What does it mean consistently? It means that, chosen a convention, you have to use it to compute ALL the quantities of your theory as well as ALL the solution of the differential equation you may encounter (like the ones you solve to compute propagators).

Long answer

Take a two-point function, where on the external legs the momentum is the same(because of momenta conservation) and we call it $p^\mu$. Let us consider the following cases:

First case

The convention is the following :

  • All momenta are incoming with + sign.
  • The exponential of the Fourier Transform is with - sign for all incoming momenta.

The two point function in the coordinate space is a function $K(x,y)$ and assuming translation invariance, we can Fourier transform it as

$$ K(x,y)= K(|x-y|)=\int d^4 p \, d^4 q e^{-ipx}e^{-iqy} \, K(p,q) \delta^{(4)}(p+q) = \int d^4 p e^{-i p (x-y)}\,K(p) $$

where $p$ is the momentum flowing from $x$ and $q$ the momenta flowing from $y$. Both are incoming momenta by convention and then they come with a minus sign in the exponential.

What about the case you cited?

Second case

The convention is the following :

  • All momenta are incoming with + sign.
  • The exponential of the Fourier Transform is with + sign for all incoming momenta.

The two point function then can be trasformed as $$ K(x,y)= K(|x-y|)=\int d^4 p \, d^4 q e^{+ipx}e^{+iqy} \, K(p,q) \delta^{(4)}(p+q) = \int d^4 p e^{i p (x-y)}\,K'(p) $$

Then, you can transform $p \rightarrow -p$ and you get

$$ K(x,y)= \int d^4 p e^{-i p (x-y)}\,K'(-p) $$

and if $K'=K$, you see that the result may be different wrt the previous cases!
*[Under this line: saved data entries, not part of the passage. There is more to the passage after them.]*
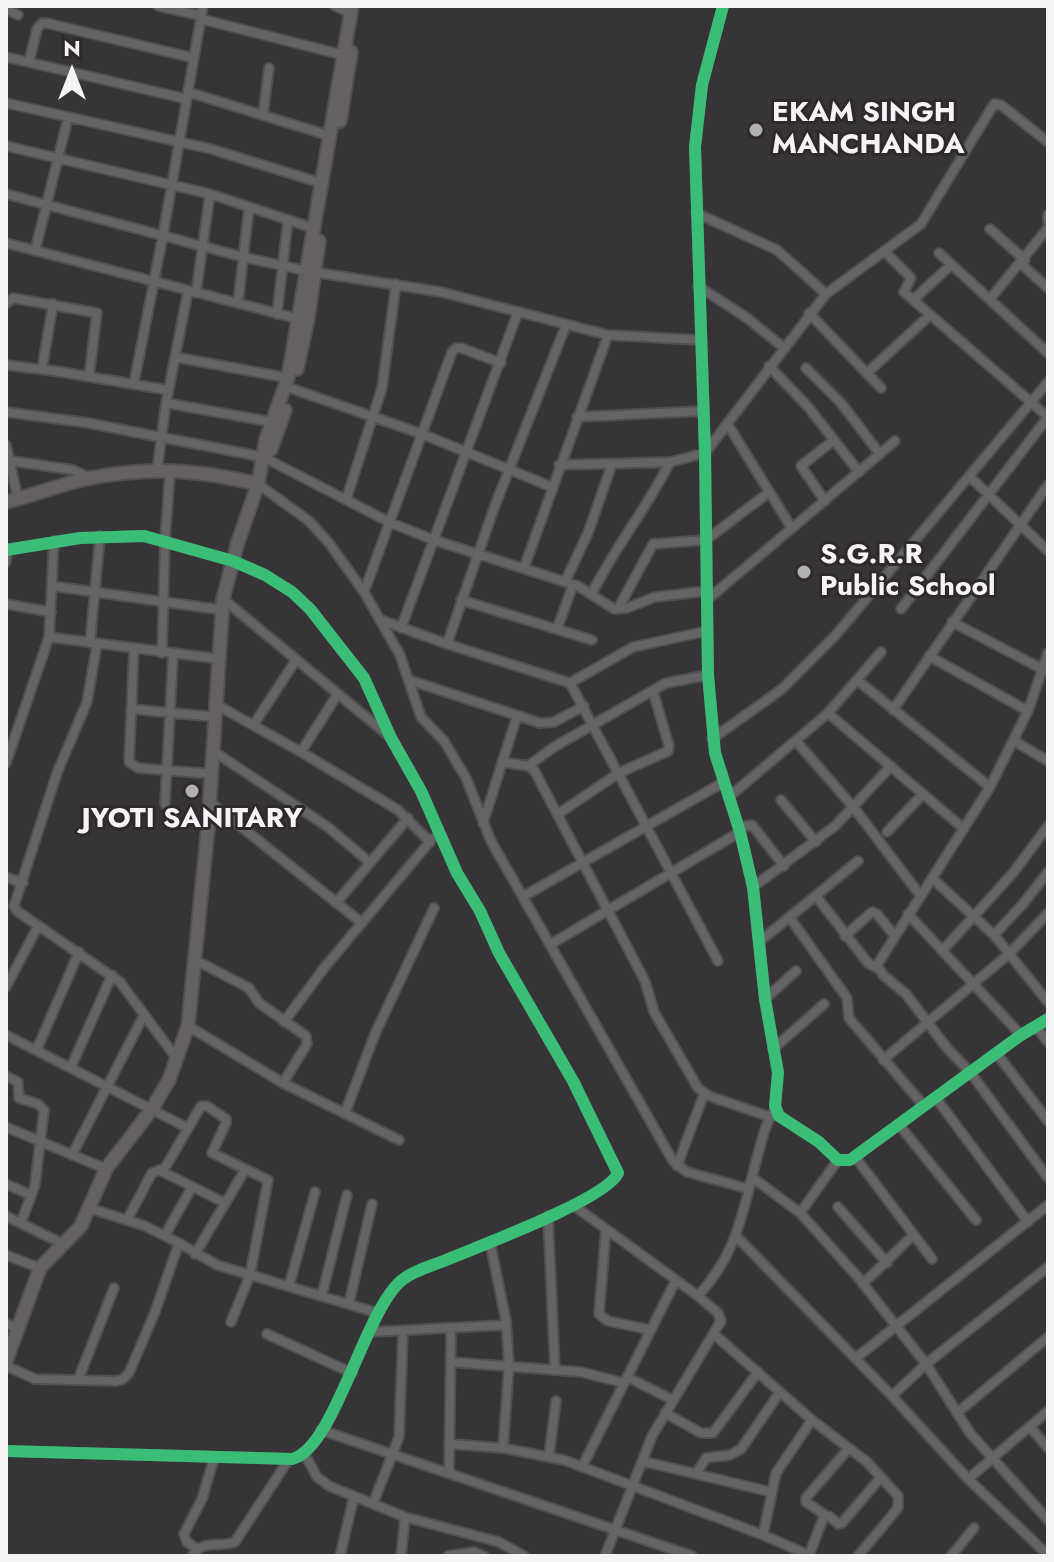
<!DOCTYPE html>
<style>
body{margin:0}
#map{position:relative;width:1054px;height:1562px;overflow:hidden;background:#363436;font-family:Jost,sans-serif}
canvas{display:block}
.frame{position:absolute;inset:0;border:8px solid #f6f3f7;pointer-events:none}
.north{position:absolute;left:32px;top:32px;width:80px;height:80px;-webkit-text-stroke:6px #2d292d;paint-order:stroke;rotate:0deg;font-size:22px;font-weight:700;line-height:32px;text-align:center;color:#f6f3f7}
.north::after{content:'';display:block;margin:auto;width:28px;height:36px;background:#f6f3f7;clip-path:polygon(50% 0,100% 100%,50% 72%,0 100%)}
</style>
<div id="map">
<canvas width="1054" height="1562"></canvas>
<div class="frame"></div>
<div class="north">N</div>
</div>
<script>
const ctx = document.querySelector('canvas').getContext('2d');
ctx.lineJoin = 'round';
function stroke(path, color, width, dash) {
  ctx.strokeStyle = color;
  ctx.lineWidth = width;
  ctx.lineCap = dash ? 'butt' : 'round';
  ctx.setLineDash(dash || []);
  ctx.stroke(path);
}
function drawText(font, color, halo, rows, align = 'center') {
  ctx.font = font + ' Jost,sans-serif';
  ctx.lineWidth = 6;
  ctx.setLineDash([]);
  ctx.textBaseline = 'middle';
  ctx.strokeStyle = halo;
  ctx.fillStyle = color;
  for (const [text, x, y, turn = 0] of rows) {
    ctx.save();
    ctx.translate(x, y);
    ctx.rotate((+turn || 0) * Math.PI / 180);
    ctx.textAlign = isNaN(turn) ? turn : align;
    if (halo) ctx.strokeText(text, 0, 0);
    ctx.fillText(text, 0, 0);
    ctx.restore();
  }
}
const street = new Path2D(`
 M158,6L202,16
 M335,6L351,13
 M723,6L702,85L695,147L705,453L708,675L715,753L740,832L753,887L765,999L778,1073L775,1106L779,1116L819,1142L838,1160H850L1021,1035L1048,1019
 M6,9L18,15
 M201,19L343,55
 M6,57L187,99
 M29,62L37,29L42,23H46L194,58
 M188,92L330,136
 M6,103L211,149L321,183
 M263,115L269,68
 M6,146L210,194L313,228
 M6,194L243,257L307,271L441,292L608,335L701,340
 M696,213L777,250L826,294
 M1048,215V221
 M990,229L1025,260
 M6,243L299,319
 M35,251L68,118
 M885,252L911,278L904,292L1048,417L901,609
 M939,253L1048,353
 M1021,264L1048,288
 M698,286L747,318L783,347
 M196,293L210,194
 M990,299L1048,228
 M913,300L951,265
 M238,303L249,208
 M6,304L13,298L97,313L89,376
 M809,313L881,388
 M277,314L288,220
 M175,357L288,378
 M6,365L55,371L168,390
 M769,366L809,408L859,472
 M806,368L841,403L880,454
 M42,369L53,304
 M867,373L930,315
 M134,383L163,235L203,6
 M293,389L422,434L552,487
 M166,403L272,422
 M6,412L88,423L263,457L391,523L434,540L578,586L614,609L627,608L655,597L707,591
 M577,417L703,411
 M728,425L791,527
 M6,445L18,499
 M6,460L73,470L90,478
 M559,465L670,462L705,453L826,294L921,224L994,104L1001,105L1048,142
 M157,470L166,403L188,291
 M969,476L1048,551
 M258,484L309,521L329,543L364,592L400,655L421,717L444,741L466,778L491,841L673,1161L687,1172L749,1189
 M346,500L382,388L396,284
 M825,501L801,466L834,440
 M6,550L80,538L144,536L233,561L265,575L292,592L310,609L364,678L391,738L421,791L457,873L480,911L499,953L573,1081L618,1173C607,1199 477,1247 446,1260C432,1266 414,1270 402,1280C364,1311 335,1448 292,1459L6,1451
 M6,562L7,550
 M524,568L608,335
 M565,582L588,533L612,464
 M52,586L222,610
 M364,592L452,352L456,348H461L501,363
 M592,593C615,547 647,508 670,462
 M223,599L389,736
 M461,600L592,640
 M707,600L895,441
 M6,604L51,612
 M618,609L653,544L706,540L768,493
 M381,620L447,644L570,683L718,961
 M952,622L1048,672
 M401,628L518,312
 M557,629L573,585
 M49,637L220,659
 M90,643L100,536
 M97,644L87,702L57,773L14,906L17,911L120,982L177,1059
 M447,644L494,508L566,325
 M134,650L129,762L138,768L213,774
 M162,653L165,541L170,471
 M1048,653L1028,711L990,787L877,965L883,975L906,994L947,1048L970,1072L1048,1178
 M929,656L1028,711
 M409,680L540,723L554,722L584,706
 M857,680L990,787
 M570,683L633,647L707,631
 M217,705L301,752L398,810L430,842
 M131,709L216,717
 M893,710L1048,485
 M828,713L964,829
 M254,724L296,660
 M712,739L782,689L835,636L1048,382
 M796,741L854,808L920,895
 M1014,741L1048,761
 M213,751L328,827L369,862
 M301,752L337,695
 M502,762L528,766L534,770L645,981L654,1012L698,1088L709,1096L770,1117
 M6,763L49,637L54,541
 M528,766L554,747L666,683L708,675
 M729,797L828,713L881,652
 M781,800L816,842
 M210,802L362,923
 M165,804L173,655
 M558,814L619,773L668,751L669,746L653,691
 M483,823L517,716
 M739,827L752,825L784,866
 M887,832L923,794
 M6,877L23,883
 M932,878L994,935L1048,1002
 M753,887L835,826L891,766
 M524,896L724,782
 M816,896L868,963L877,968
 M336,903L408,818
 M908,914L1021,1035
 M790,918L847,998L849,1018L924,1106
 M994,935L1023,904L1048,872
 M845,936L872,912L877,914L894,935
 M759,942L858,861
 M551,944L740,832
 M943,950L1013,873L1048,826
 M193,959L249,988L259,1003L306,1036L307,1044L283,1083
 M6,987L38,926
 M765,999L796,971
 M284,1022L324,968L432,839
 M188,1026L283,1083L399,1140
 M1036,1027L1048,1042
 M6,1035L188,1128
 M37,1049L79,952
 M773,1049L824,1004
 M997,1054L1048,1121
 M883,1060L1010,953L1048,913
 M71,1067L112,975
 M6,1076L18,1082L19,1098L38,1104L44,1110L35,1185L21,1223
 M936,1098L1028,1222
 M345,1113L375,1034L434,908
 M900,1126L976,1220
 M6,1127L106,1169
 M72,1155L143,1017
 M856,1158L932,1259
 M677,1166L704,1094
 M159,1170L225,1203
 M752,1177L800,1213L857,1276L926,1364L970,1433L1048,1520
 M6,1184L31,1195
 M573,1205L698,1296L718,1313L721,1321L652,1436L605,1556
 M838,1207L887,1263
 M800,1213L838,1160
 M6,1216L63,1244
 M548,1216L555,1370
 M127,1220L152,1173L165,1168L201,1106H207L226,1119V1123L212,1153L268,1180L250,1275L231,1322
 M606,1229L599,1314L608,1321L651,1330
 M165,1235L192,1187
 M737,1237L892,1396L968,1479L1048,1555
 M490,1242L506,1321L509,1365L503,1448
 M179,1243L217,1265L378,1313
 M195,1254L245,1170
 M6,1255L40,1268
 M863,1283C881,1268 896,1250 914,1235
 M289,1286L315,1192
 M322,1295L347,1195
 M698,1296C737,1253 742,1215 756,1161C761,1146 763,1128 772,1114
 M349,1303L372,1204
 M6,1323L18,1329
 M369,1332L506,1325
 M267,1334L352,1373
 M856,1358L1048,1205
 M451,1362L581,1372L624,1383
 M6,1366L35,1379L116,1381L123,1379L129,1373L155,1312L179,1243L145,1226L89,1208
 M627,1377L673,1400
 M78,1380L114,1288
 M780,1392L812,1420L867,1462L898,1496V1508L858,1556
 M892,1396L926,1364L1048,1267
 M665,1413L701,1433H713L758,1372
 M957,1413L1048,1337
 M1030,1427L1048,1448
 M321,1430L692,1556
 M449,1444L503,1448L564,1460L763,1535L811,1556
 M304,1453L317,1477L329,1486L405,1517L499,1542L524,1556
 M549,1456L556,1401
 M642,1461L771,1492
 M582,1467L676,1280
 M449,1473L451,1329
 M696,1474L706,1458L730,1455L741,1449L780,1392L715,1335
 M968,1479L1048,1411
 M373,1504L399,1437L403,1331
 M825,1515L806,1502V1498L849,1448
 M763,1535L776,1473L812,1420
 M197,1549L187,1542L184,1534L202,1499L214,1458
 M809,1555L824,1516H829L838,1524L842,1523L881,1477
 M192,1556C202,1539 219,1548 235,1542L289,1459
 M340,1556L354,1496
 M401,1556L405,1517
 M448,1556L474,1552L484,1556
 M951,1556L974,1528`);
const secondary = new Path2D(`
 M340,121L351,52
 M297,369L308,318L319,241
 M265,454L271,449L285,410
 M6,502C34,495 62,484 90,478C152,466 198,470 258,484
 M6,1361L40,1268L81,1226L106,1169L152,1109L169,1080L188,1026L208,827L223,599L237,545L258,484L266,439L288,378L352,6`);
const cycleway = new Path2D(`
 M723,6L702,85L695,147L705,453L708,675L715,753L740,832L753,887L765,999L778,1073L775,1106L779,1116L819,1142L838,1160H850L1021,1035L1048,1019
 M6,550L80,538L144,536L233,561L265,575L292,592L310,609L364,678L391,738L421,791L457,873L480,911L499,953L573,1081L618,1173C607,1199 477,1247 446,1260C432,1266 414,1270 402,1280C364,1311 335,1448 292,1459L6,1451`);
const markers = [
 [756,130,8,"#b3b0b3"],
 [804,572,8,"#b3b0b3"],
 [192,791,8,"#b3b0b3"]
];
const poiNames = [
 ["EKAM SINGH",772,114],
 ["MANCHANDA",772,146],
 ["S.G.R.R",820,556],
 ["Public School",820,588],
 ["JYOTI SANITARY",192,820,"center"]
];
stroke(street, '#515051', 12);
stroke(secondary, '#515051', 16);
stroke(street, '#656465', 8);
stroke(secondary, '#656063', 12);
stroke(cycleway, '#3abd76', 12);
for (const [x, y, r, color] of markers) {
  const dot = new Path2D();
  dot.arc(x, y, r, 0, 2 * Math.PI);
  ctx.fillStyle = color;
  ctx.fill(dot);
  stroke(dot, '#2d292d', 3);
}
drawText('bold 28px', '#f6f3f7', '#2d292d', poiNames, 'left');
</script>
What is happening?!

In general, $K' \neq K$ and this is because in deriving $K(x,y)$ you solved the differential equation

$$ -\int d^4 \,y\, \partial^2 \delta^{(4)}(x-y) K(y,z) = \delta^{(4)}(x-z) $$

by Fourier transforming and you have to use the same convention also here!

In the first case, $K(p)$ is obtained by transforming with a minus sign in the exponential whereas in the second case $K'(p)$ is obtained using the plus sign. For scalar theory there is no problem since K(p) is an even function(the operator to invert is $\partial^2$ and this cancel any sign difference), so maybe this is why your results have been always correct.

The lesson to be learnt is then : you can choose whatever convention you want as long as you use it consistently.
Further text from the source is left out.